Below is a short clip of Franco on the route in 2019:
I think my best ever moment of climbing was a couple of years ago when I came close to climbing the route. There was this corvid-style bird somewhere in the quarry letting out this sporadic piercing shrill every five seconds or so. Everyone in the quarry was silent, so all you could hear was my amplified breathing and the bird accompaniment. I was executing the routine with perfection and just felt light and euphoric in the presence of this bird, in this place. The moves felt totally easy and like I didn't have to pull at all. I just floated. A really wild experience. I got close to the end of the hard climbing, but then somehow fell off. That's kind of the magic of the route – "easy, easy, easy, oh wait, this is impossible". It feels like the route's kind of joking with you.
Check out more of Glyn Davies' photos here.
After the first bit, you make this brilliant sideways move, when you get a right hand undercut to the left of your body, step through with your right foot outside edge, also way out to the left and at about waist height, and then power through, up and then down, to kick into a groove.

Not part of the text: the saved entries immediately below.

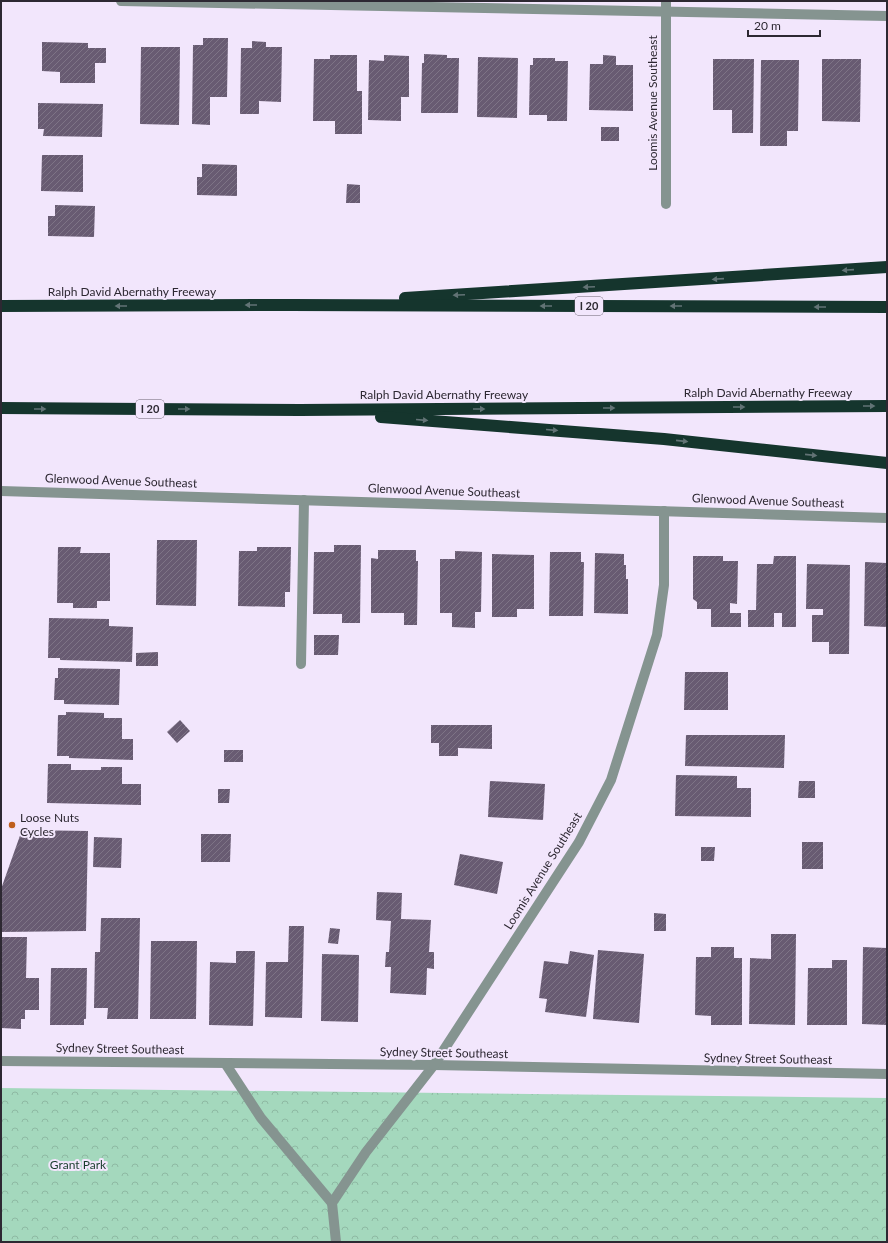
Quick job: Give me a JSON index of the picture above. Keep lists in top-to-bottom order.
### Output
{
  "streets": {
    "highway": ["Ralph David Abernathy Freeway", "I 20"],
    "street": ["Loomis Avenue Southeast", "Glenwood Avenue Southeast", "Sydney Street Southeast"]
  },
  "crossings": [
    ["Loomis Avenue Southeast", "Glenwood Avenue Southeast"],
    ["Loomis Avenue Southeast", "Sydney Street Southeast"]
  ],
  "parks": ["Grant Park"],
  "places": ["Loose Nuts Cycles"],
  "scale_bar": "20 m"
}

You then reach down leftwards with your left hand, as if you're trying to pick up a right-opening fridge by just gastoning the door, down by your left knee. You then do a kind of inverted crucifix for a split second just to lift the weight off your right foot for a second, turning this from outside edge to inside edge, which then allows a huge leg span leftwards and then onto a pinch. That's just one move – it's a very complicated climb! I won't go into every move, but there are so many decisions, like inside edge or outside edge? What angle of outside edge? If you have it more towards the outside, your rubber stays harder, but it's less precise, if you toe on, this feels great for that one move, but then you're expending your battery of shoe stiffness. There's an awful lot to think about.

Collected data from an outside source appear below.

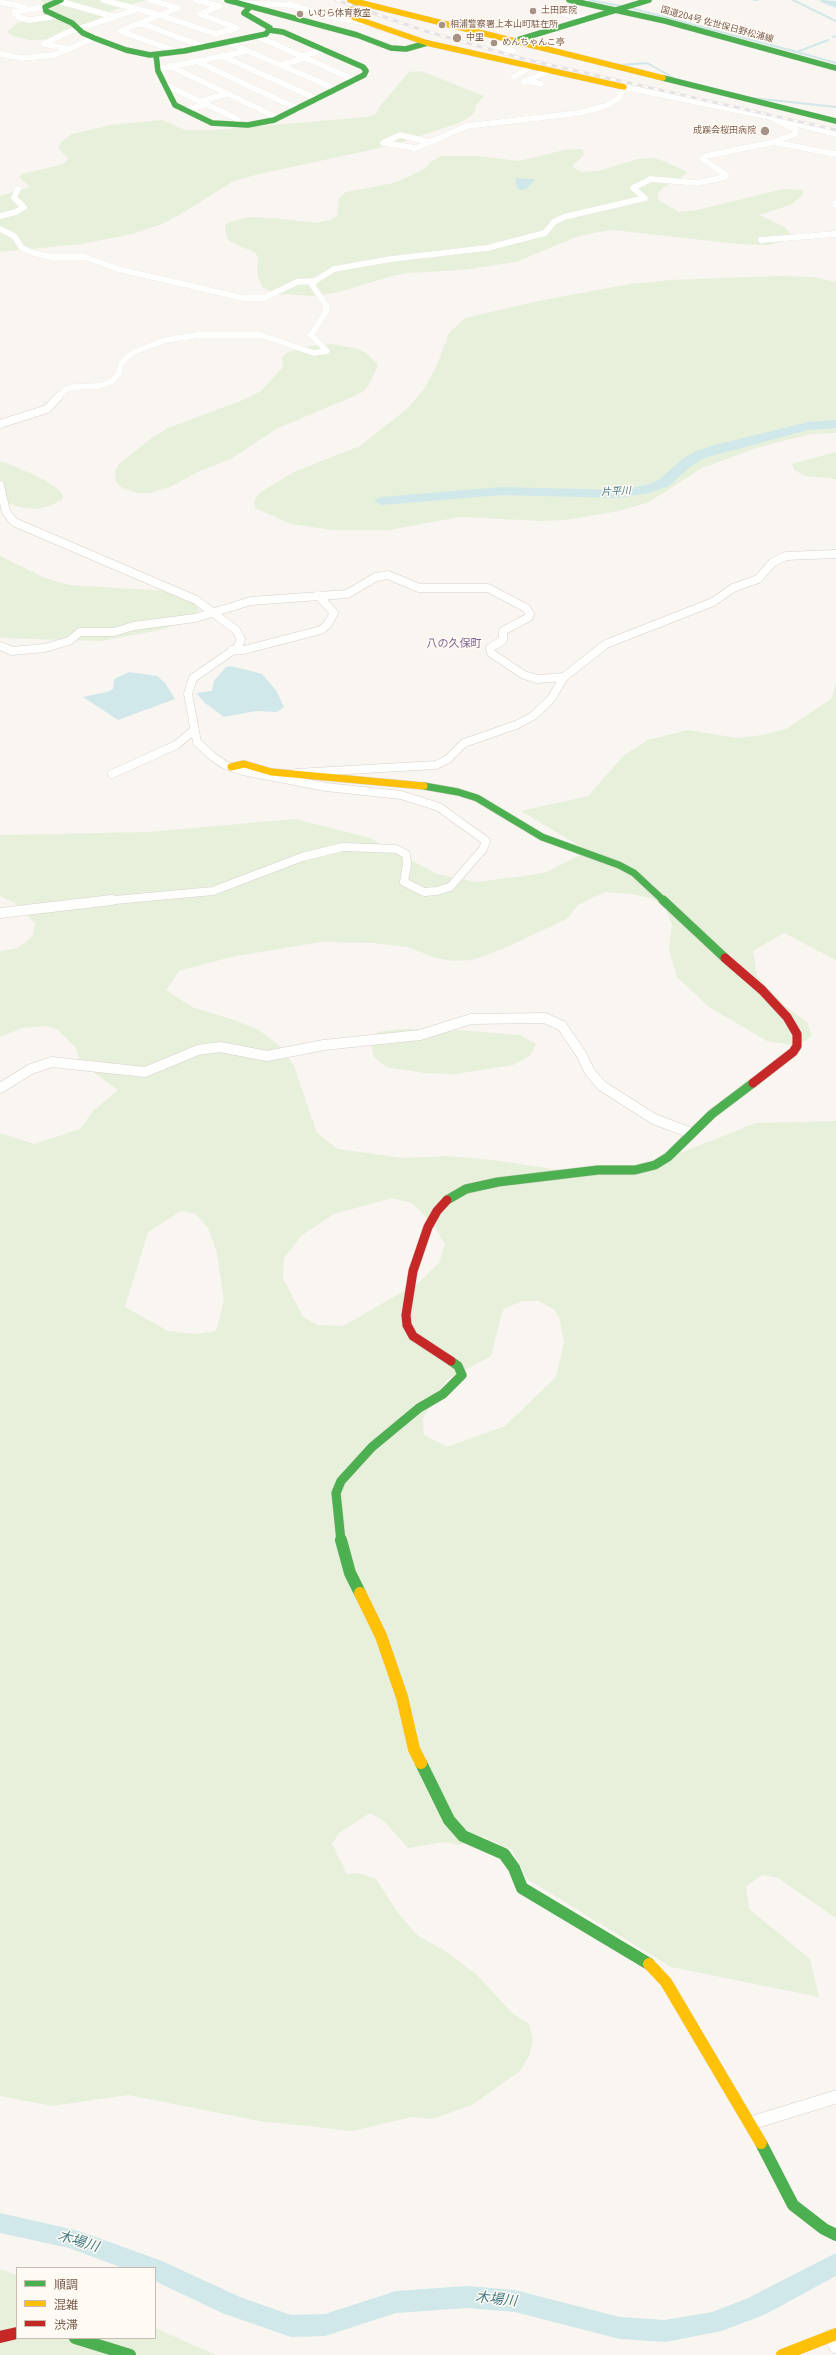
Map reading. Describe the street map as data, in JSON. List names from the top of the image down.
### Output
{
  "streets": {
    "main road": ["国道204号 佐世保日野松浦線"]
  },
  "districts": ["八の久保町"],
  "water": ["片平川", "木場川"],
  "places": [
    "土田医院",
    "いむら体育教室",
    "相浦警察署上本山町駐在所",
    "中里",
    "めんちゃんこ亭",
    "成蹊会桜田病院"
  ],
  "legend": ["順調", "混雑", "渋滞"]
}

It definitely suits me. On this angle, with positive holds, I kind of feel like I can just climb anything. Talk about liberation! I'm really made for this style of climbing. Hopefully, people don't think it's too arrogant to say this, as it's not like I've done anything to get the genes I have, but at over 6 foot, with a plus 5" ape index, madly flexible, really good eyesight and really light, I've got no excuses. I think it's good to be really open about strengths and weaknesses. Compression, steep climbing, powerful moves, slopers, locking off – I'm truly appalling at those. The only advantage I have that is maybe a result of my own hard work, rather than just inherited fluke, is footwork. If you spend a lot of time on an ab rope, you get way better at properly dissecting moves and really experimenting with toe angles. This helps massively with something like The Meltdown.
You've been criticised in the past for not repeating many climbs and therefore not having a basis to grade hard routes – would you say this answers your critics?
Yes, I suppose so. This is all very uninteresting though. I'd much rather talk about the birth of E13. The lines are there, the training and tactics are there. All we need now is more people who are getting a bit bored of the same old routes at the same old crags and gyms to get psyched for hard trad! Having more people trying these things really helps push up standards and there are so many really good climbers about now, many of whom also have that edge about them that is so important for trad.